== RECORD EXCERPTS

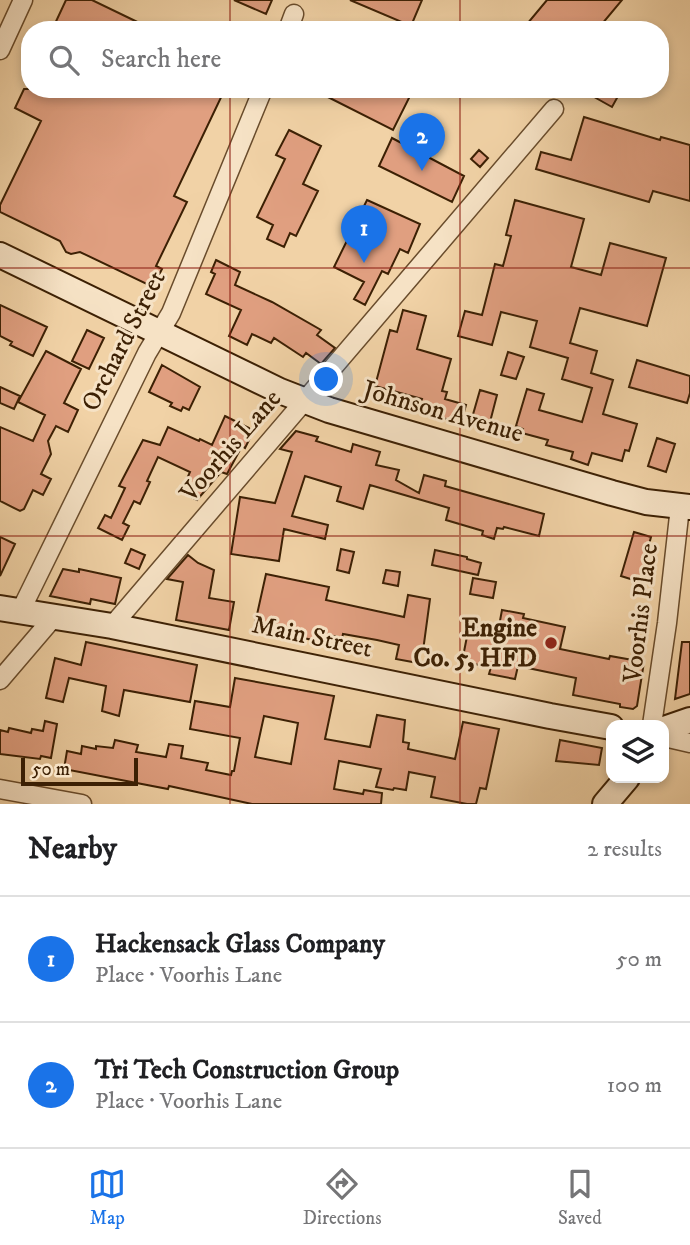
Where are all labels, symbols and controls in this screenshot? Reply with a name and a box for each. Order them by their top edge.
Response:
search box [21,21,669,98]
icon: search [45,41,83,79]
text: Search here [101,43,221,76]
pin: 2 [399,113,445,171]
pin: 1 [341,205,387,263]
street label: Orchard Street [74,265,174,417]
your location [309,362,343,396]
street label: Johnson Avenue [357,373,527,451]
street label: Voorhis Lane [172,383,289,510]
street label: Voorhis Place [616,541,666,686]
street label: Main Street [249,608,375,666]
place label: Engine Co. 5, HFD [413,612,537,675]
marker: Engine Co. 5, HFD [543,635,559,651]
map controls [606,720,669,783]
button: layers [606,720,669,783]
scale bar [21,755,138,787]
text: 50 m [32,758,70,781]
text: Nearby [28,831,117,868]
text: 2 results [587,835,662,864]
text: Hackensack Glass Company [95,928,385,961]
text: 1 [47,945,55,974]
text: 50 m [616,945,662,974]
text: Place · Voorhis Lane [95,961,282,990]
text: Tri Tech Construction Group [95,1054,399,1087]
text: 2 [45,1071,57,1100]
text: 100 m [607,1071,662,1100]
text: Place · Voorhis Lane [95,1087,282,1116]
tab: Map [88,1165,126,1230]
tab: Directions [303,1165,382,1230]
tab: Saved [558,1165,602,1230]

====

[THE TASK] A faithful, complete copy of the records above is required, one that contains no pictures.

[SOLUTION TO THIS PROBLEM]
Where are all labels, symbols and controls in this screenshot? Reply with a name and a box for each. Order them by their top edge.
Response:
search box [21,21,669,98]
icon: search [45,41,83,79]
text: Search here [101,43,221,76]
pin: 2 [399,113,445,171]
pin: 1 [341,205,387,263]
street label: Orchard Street [74,265,174,417]
your location [309,362,343,396]
street label: Johnson Avenue [357,373,527,451]
street label: Voorhis Lane [172,383,289,510]
street label: Voorhis Place [616,541,666,686]
street label: Main Street [249,608,375,666]
place label: Engine Co. 5, HFD [413,612,537,675]
marker: Engine Co. 5, HFD [543,635,559,651]
map controls [606,720,669,783]
button: layers [606,720,669,783]
scale bar [21,755,138,787]
text: 50 m [32,758,70,781]
text: Nearby [28,831,117,868]
text: 2 results [587,835,662,864]
text: Hackensack Glass Company [95,928,385,961]
text: 1 [47,945,55,974]
text: 50 m [616,945,662,974]
text: Place · Voorhis Lane [95,961,282,990]
text: Tri Tech Construction Group [95,1054,399,1087]
text: 2 [45,1071,57,1100]
text: 100 m [607,1071,662,1100]
text: Place · Voorhis Lane [95,1087,282,1116]
tab: Map [88,1165,126,1230]
tab: Directions [303,1165,382,1230]
tab: Saved [558,1165,602,1230]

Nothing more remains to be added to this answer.